StateAppearanceMeaning
RecordingPulsing microphone iconCapturing audio
ProcessingWaveform iconTranscribing your speech
ErrorWarning iconSomething went wrong

The pill positions itself below your text cursor using the Accessibility API. On multi-monitor setups, it appears on the screen where your cursor is. If the cursor position can’t be determined (some apps don’t expose it), the pill falls back to your mouse position.

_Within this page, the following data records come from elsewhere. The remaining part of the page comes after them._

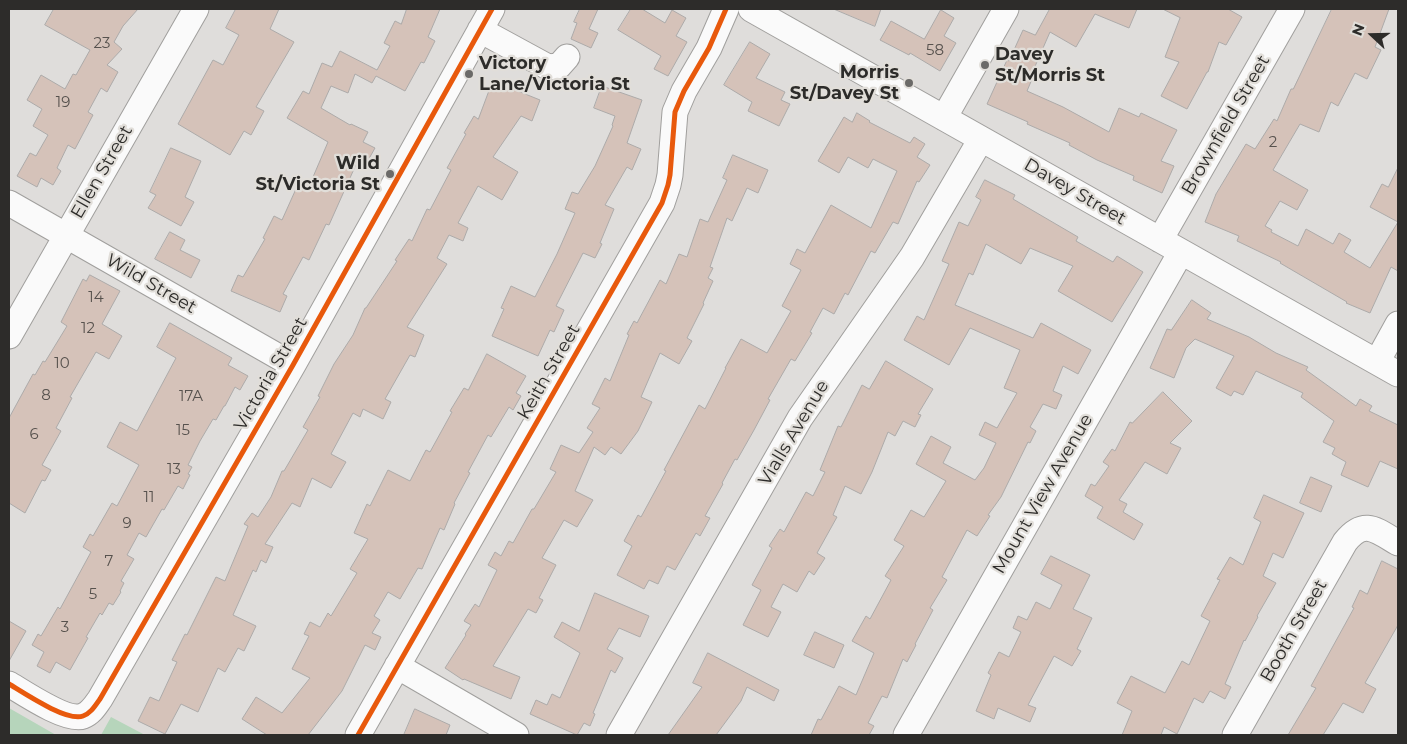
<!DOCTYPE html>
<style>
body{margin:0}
#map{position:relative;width:1407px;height:744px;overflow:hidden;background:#dfdddb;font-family:Montserrat,sans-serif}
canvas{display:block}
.frame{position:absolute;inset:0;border:10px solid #2d2c2a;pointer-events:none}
.north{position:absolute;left:1347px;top:10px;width:50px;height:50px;-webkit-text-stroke:4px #e1ded9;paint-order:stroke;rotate:291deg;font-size:14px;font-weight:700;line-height:20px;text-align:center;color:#2d2c2a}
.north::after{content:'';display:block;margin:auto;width:18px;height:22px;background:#2d2c2a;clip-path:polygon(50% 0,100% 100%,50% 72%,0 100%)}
</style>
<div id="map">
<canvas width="1407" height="744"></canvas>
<div class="frame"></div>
<div class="north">N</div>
</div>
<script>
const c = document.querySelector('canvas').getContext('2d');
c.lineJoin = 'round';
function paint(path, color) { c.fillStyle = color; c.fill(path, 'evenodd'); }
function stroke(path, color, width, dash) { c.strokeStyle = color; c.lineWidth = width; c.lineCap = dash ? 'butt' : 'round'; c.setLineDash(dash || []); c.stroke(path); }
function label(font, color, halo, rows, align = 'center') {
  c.font = font + ' Montserrat,sans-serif'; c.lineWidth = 4.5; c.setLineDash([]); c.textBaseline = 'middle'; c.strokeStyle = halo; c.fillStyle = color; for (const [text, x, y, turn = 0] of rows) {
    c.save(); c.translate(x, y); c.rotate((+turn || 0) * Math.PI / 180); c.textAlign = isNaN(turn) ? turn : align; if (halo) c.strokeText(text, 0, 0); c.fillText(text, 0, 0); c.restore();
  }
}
const green = new Path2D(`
 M9,708L56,735H9Z
 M111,717L145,735H101Z`);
const building = new Path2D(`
 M54,9H138L123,26L114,42L122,49L107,65L118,72L107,92L101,88L88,112L93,115L75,149L68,145L57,168L61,171L53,185L41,178L37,187L17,176L30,153L36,156L48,135L33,126L42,109L27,100L41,75L65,89L73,74L76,75L90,50L45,25Z
 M236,9H279L270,29L294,42L256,107L264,111L251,135L244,131L230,155L178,124L213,60L223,65L239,35L226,28Z
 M407,9H440L428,37L435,41L424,63L421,62L405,91L376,76L372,83L355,74L348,93L331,86L321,108L350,125L351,124L368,132L363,142L375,148L366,164L358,160L329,225L326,224L309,260L303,257L283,294L287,296L280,312L231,291L238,275L243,277L265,239L263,238L274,216L282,220L300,180L310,184L328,142L287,118L303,91L309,94L322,63L332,67L340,51L377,70L390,46L384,43L395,21L401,24Z
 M580,9H598L589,29L598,33L591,48L571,39L577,23L574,22Z
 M631,9H642L665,23L672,10L686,18L676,36L687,42L668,76L654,69L661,56L618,30Z
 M834,9H881L875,26Z
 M1050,9H1137L1129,28L1095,14L1076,47L1050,32L1033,71L1035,72L1027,91L1063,107L1109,132L1119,108L1139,117L1141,113L1177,130L1161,161L1174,166L1162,193L1133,180L1134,176L1097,160L1069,145L1070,143L1027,124L1028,122L987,104L1007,60L1009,61L1023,30L1035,35Z
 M1163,9H1228L1242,17L1226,45L1219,42L1208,72H1207L1187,109L1161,96L1179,62L1165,57L1180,18Z
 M1332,9H1389L1375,47L1381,50L1367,79L1355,73L1338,106L1331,102L1319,132L1300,124L1273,170L1308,190L1297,210L1280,201L1265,226L1272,230L1271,232L1298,246L1306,229L1333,244L1339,233L1351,240L1344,252L1370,268L1398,222V271L1391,267L1370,313L1346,303L1347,302L1280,263L1281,262L1237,241L1239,236L1205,222L1216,194L1246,144L1255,149L1274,119L1277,121L1291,89H1293Z
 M941,10L954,18L944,36L956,43L940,71L910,53L909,55L880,40L891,21L924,39Z
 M750,42L770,54L756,78L785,92L781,100L790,104L779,126L748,111L752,102L724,85Z
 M493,81L540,100L532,121L521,116L493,157L518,172L502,200L478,186L458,223L468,228L463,241L449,235L437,258L447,264L407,327L424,335L415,357L410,355L385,399L391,402L383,419L363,409L360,417L353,413L331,454L346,462L331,488L312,478L300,507L292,503L265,544L273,547L266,563L261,560L256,572L253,570L233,615L256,626L244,651L238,648L225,672L218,668L198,712L181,704L165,734L138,721L150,697L159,701L177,662L172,660L185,634L187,635L216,577L225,581L248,526L244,524L252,513L258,517L271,497L282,471H284L308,430L303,427L320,397L318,396L334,364L353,335L365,308H366L397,261L395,260L409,239L412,241L427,209L430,210L451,170L447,168L466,134L464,133L474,116L478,119Z
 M602,86L642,100L627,143L641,149L632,170L627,167L605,205L614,209L600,243L602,244L595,258L583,253L556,306L564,310L554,332L550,330L538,356L492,336L504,309L501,308L511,286L535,297L557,254L575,213L565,209L572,192L578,194L595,166L613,126L612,125L615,116L594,108Z
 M857,113L870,121L869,122L910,143L914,137L925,144L917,157L930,165L919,182L917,181L898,224L893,222L875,253L871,251L848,295L845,293L834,314L823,308L810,332L812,333L795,361L791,359L768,399L770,400L754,430L737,460L735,459L722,483L723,484L705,516L710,518L700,536L696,533L675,570L667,566L658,584L649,580L644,589L617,575L632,546L624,541L638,515L641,517L666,471L664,470L699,405L705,409L726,368H725L741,339L767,353L791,311L782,306L801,270L790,264L797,249L805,253L831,205L871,228L897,171L873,159L868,168L848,157L839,173L818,161L844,117L852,122Z
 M171,148L201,161L185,197L194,202L181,226L148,208L156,195L150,192Z
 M733,155L768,170L758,193L747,188L732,221L727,218L710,267L713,268L708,278L713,281L703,303L704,304L687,338L692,341L679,364L660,353L641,397L652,402L638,431L621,454L611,447L605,455L594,447L575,491L593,500L577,527L564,520L542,558L556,565L539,598L543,600L536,613L528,609L493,666L520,677L511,699L464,679L463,680L445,668L466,635L465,634L471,625L464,621L475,604L479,607L497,570L488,565L495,552L501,556L509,541L513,543L532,509H534L556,472L550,469L561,445L579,453L593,432L587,428L600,408L592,404L605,378L610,381L629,335L627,334L634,321L637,323L660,280L666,284L679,254L687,257L700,219L708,222L727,180L723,178Z
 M1398,168V222L1370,207L1382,184L1388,187Z
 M985,180L1015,195L1013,199L1078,237L1076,241L1113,262L1117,256L1143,272L1112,322L1058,291L1073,266L1030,248L1021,264L986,244L973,275L969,273L955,305L1033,338L1041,323L1091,350L1078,374L1063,366L1053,391L1062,395L1056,409L1043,404L1030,427L1036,431L1030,443L1028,442L1001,497L988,515L990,516L977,536L967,530L942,577L947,580L930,608L933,610L915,644L916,645L907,662L903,659L887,698L882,696L868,723L874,726L869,735H811L818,719L821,720L839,686L856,695L874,653L852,641L866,616L870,619L891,580L885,576L904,546L894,540L911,510L924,517L946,481L916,464L931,436L951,447L943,463L975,480L984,468L996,443L979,435L985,422L997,428L1017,393L1004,388L1020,350L970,328L949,365L904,340L917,316L924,320L949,264L942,261L959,222L968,226L981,200L976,197Z
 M170,232L185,240L180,250L200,260L191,278L155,259Z
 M90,275L120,291L102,324L122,336L109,359L96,352L70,397L72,398L56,428L61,431L42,465L51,470L45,481L42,480L25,513L9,503V418L33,374L35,375L43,361L45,362L67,326L61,322L83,279L86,281Z
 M1192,300L1211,313L1207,319L1249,337L1276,353L1308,367L1306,370L1356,406L1360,399L1372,406L1369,411L1398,425V469L1380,461L1368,487L1341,475L1346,462L1332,454L1335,448L1323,442L1334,421L1301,397L1303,393L1256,371L1243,395L1234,391L1231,396L1216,388L1234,356L1195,339L1186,348L1174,378L1150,368L1167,329L1171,330Z
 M170,323L232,358L228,365L248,376L240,390L235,387L225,406H224L216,420L213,419L200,441L188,465L192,467L188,474L190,475L183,489L178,486L164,510L162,509L146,537L139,533L127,555L134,559L121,581L124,583L120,591L121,592L113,605L109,603L102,615L100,613L86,637L88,638L70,670L56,662L50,673L37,666L44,652L32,645L38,634L41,636L58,607L60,609L91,552L83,547L90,534L93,536L112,503L117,506L139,465L107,447L120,422L137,431L176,358L157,347Z
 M487,354L526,376L516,393L521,396L513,410L509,407L491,437L488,435L468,472L470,473L454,503L455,504L444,530L440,528L422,569L418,568L400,599L388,592L374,616L380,620L372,633L381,637L375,650L365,645L342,691L308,735H267L242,719L256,697L282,713L310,678L292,669L309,636L304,634L310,622L320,627L328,613L331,616L357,573L350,569L368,539L354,533L367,504L370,506L388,470L410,481L426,450L430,452L452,412L450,411L464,388L468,390Z
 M886,361L933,389L918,414L921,415L915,427L903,421L895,436L888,432L872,472L861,494L845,486L833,515L837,517L817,553L825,558L814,575L809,571L797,592L783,584L771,607L781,612L768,637L743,625L761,590L752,585L772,548L769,546L780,529L784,532L806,492L813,496L825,472L820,470L838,426L841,427L862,385L869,389Z
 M1163,392L1192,421L1170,443L1181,448L1167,474L1145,462L1119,500L1127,504L1123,512L1143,524L1134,540L1097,518L1103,507L1085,496L1091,484L1095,486L1109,466L1103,462L1112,449L1115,451L1130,422L1132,423Z
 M1311,477L1332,486L1321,512L1300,503Z
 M1264,495L1304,513L1283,558L1273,553L1263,576L1276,583L1257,616L1258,617L1245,641L1244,640L1225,684L1231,687L1225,699L1210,691L1203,703L1194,698L1177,734L1164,727L1161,735H1122L1132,711L1117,703L1131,676L1165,693L1182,661L1189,665L1210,621L1201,616L1220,580L1217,579L1230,557L1243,565L1261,522L1254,518Z
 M1051,556L1090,575L1073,609L1092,618L1077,649L1081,651L1072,666L1054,656L1028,705L1036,708L1030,722L998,708L994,719L976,711L991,675L988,673L999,652L1009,657L1021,632L1013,628L1018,616L1027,620L1036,602L1050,609L1062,585L1041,574Z
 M1382,561L1398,569V625L1365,683L1376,689L1363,713L1343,703L1323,735H1288L1316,688L1311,686L1354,608L1352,607L1360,590L1367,594Z
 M595,593L649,616L640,637L619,628L607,649L623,658L615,673L611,670L593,713L595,714L590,726L584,723L577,735L530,714L536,700L547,705L552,694L560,698L580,653L554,637L562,622L579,631Z
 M9,621L26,631L9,661Z
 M815,632L844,645L834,668L804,655Z
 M708,653L779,690L774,701L747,687L741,701L716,735H668L702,687L693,683Z
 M415,709L450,725L446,735H404Z`);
const minor = new Path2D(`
 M751,9L1398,374
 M480,30L548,67L559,66L567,57
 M944,118L1006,9
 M9,203L293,365
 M1160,240L1292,9
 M9,336L196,9
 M1377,362L1398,324
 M397,666L516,735
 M9,684C24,693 67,722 83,716C91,713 95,706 100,699L293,365L492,9
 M358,735L662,203L668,185L670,175L675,112L684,91L709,48L726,9
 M619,735L800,418L912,257L981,139
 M906,735L1181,252
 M1235,735L1345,542C1364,518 1376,530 1398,543`);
const cycleway = new Path2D(`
 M9,684C24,693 67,722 83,716C91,713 95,706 100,699L293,365L492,9
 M358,735L662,203L668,185L670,175L675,112L684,91L709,48L726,9`);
const markers = [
 [985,65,5,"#6b6a68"],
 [469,74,5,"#6b6a68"],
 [909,83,5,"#6b6a68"],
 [390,174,5,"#6b6a68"]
];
const numberNames = [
 ["23",102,44],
 ["58",935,51],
 ["19",63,103],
 ["2",1273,143],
 ["14",96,298],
 ["12",88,329],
 ["10",62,364],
 ["8",46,396],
 ["17A",191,397],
 ["15",183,431],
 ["6",34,435],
 ["13",174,470],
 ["11",149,498],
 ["9",127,524],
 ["7",109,562],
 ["5",93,595],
 ["3",65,628]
];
const poiNames = [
 ["Davey",995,55],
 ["St/Morris St",995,76],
 ["Victory",479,64],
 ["Lane/Victoria St",479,85],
 ["Morris",899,73,"right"],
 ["St/Davey St",899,94,"right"],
 ["Wild",380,164,"right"],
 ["St/Victoria St",380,185,"right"]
];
const streetNames = [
 ["Brownfield Street",1226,125,-60],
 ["Ellen Street",102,172,-60],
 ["Davey Street",1075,192,30],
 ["Wild Street",151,284,30],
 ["Keith Street",549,372,-60],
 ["Victoria Street",271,374,-60],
 ["Vialls Avenue",794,433,-59],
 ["Mount View Avenue",1043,494,-60],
 ["Booth Street",1294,631,-60]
];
paint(green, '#b6d5bb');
paint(building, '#d5c2b9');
stroke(building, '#acaaa9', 1);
stroke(minor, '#a09f9d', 27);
stroke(minor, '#fafafa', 25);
stroke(cycleway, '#e8590c', 5);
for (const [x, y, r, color] of markers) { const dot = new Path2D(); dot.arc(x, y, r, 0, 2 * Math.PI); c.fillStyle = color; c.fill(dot); stroke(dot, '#e1ded9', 2); }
label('15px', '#57524e', null, numberNames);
label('bold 18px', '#2d2c2a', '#e1ded9', poiNames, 'left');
label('18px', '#2d2c2a', '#e1ded9', streetNames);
</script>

During recording, a live preview of partial transcription text appears in the pill so you can see what’s being recognized in real-time.

Text Injection

After transcription, the text is injected into whatever application has focus. Strayfiles tries three methods in order:

  1. Accessibility API — Reads the current text field value, inserts at the cursor position, and moves the cursor forward. Handles emoji and multi-byte characters correctly. This is the preferred method.

  2. Keyboard Simulation — Types the text character by character using simulated key events. Works in apps that don’t expose their text fields to the Accessibility API.

  3. Clipboard Paste — Saves your clipboard, pastes the transcription, then restores your original clipboard contents. Universal fallback that works in secure text fields and protected areas.

The method is chosen automatically. You don’t need to configure anything.

Configuration

Open dictation settings from the Strayfiles macOS app: Settings > Dictation.

Hotkey

The default hotkey is Option+Space. You can change it to any key combined with one or more modifiers (Command, Option, Shift, Control).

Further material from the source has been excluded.